Hands-on Tutorials

The power of democracy in Feature Selection

Using Condorcet Methods to aggregate Feature Selection rankings

Ouaguenouni Mohamed
Towards Data Science
12 min readApr 26, 2021

--

Photo by Mike Petrucci on Unsplash

According to Wikipedia, feature selection, also known as variable selection, attribute selection, or variable subset selection, is the process of selecting a subset of relevant features (variables, predictors) for use in model construction.

Feature selection techniques are used for several reasons:

  • simplification of models to make them easier to interpret by researchers/users.
  • shorter training times,
  • to avoid the curse of dimensionality,
  • enhanced generalization by reducing overfitting.

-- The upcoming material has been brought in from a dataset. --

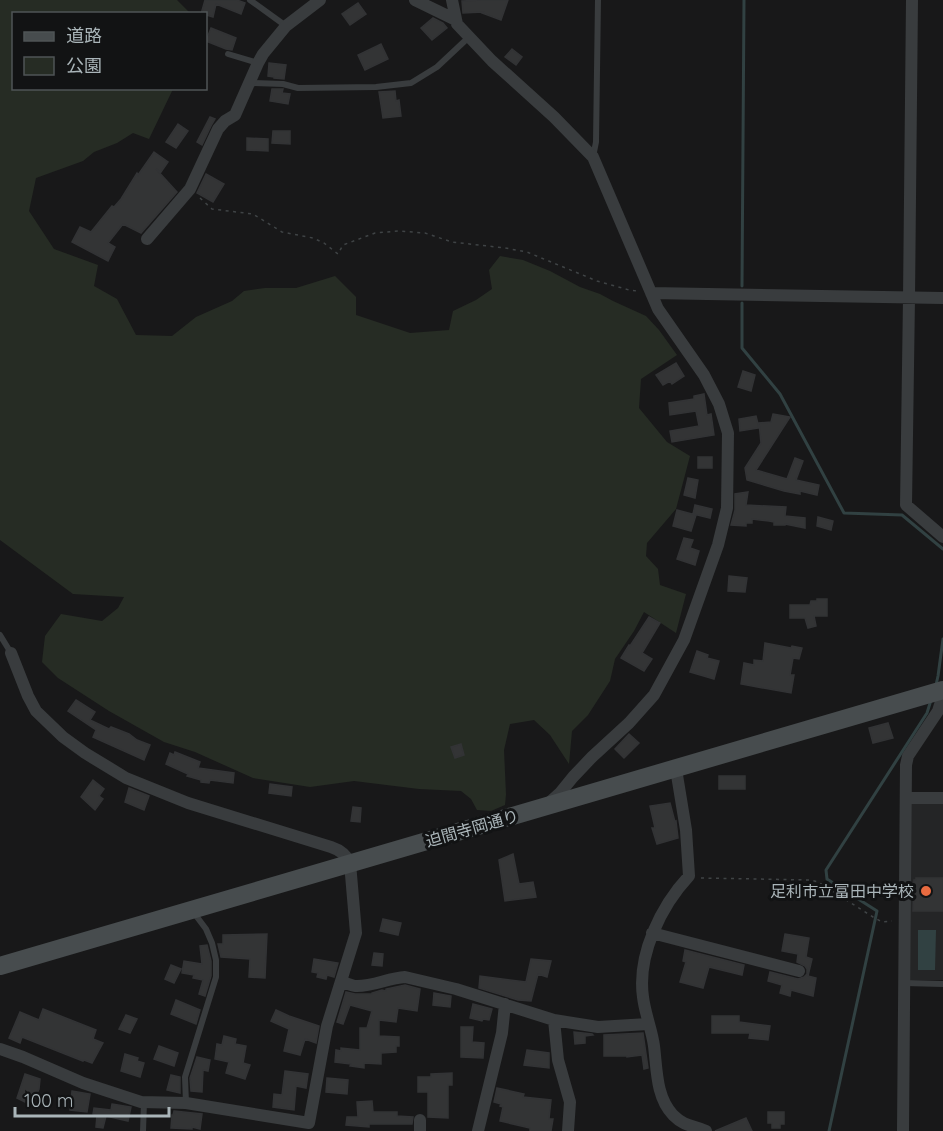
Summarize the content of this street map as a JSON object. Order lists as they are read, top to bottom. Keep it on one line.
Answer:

We studied a class of feature selection methods in a precedent story: the ranking methods.

A ranking method is a method that ranks the features of a dataset according to a quality measure and selects the first ones.

They are five kinds of measure: Distance, Information, Consistency, Dependency, and Classification Accuracy, and we saw that according to the type of measure we take, we could obtain very different rankings, and this conduces the various rankings to be efficient for some datasets and entirely inefficient for others, hence the need of using many measures.

Suppose we see each measure as an elector and each attribute as a candidate. In that case, the rankings can be viewed as orders of preferences, and thus, we could apply an election method to compute an aggregated ranking.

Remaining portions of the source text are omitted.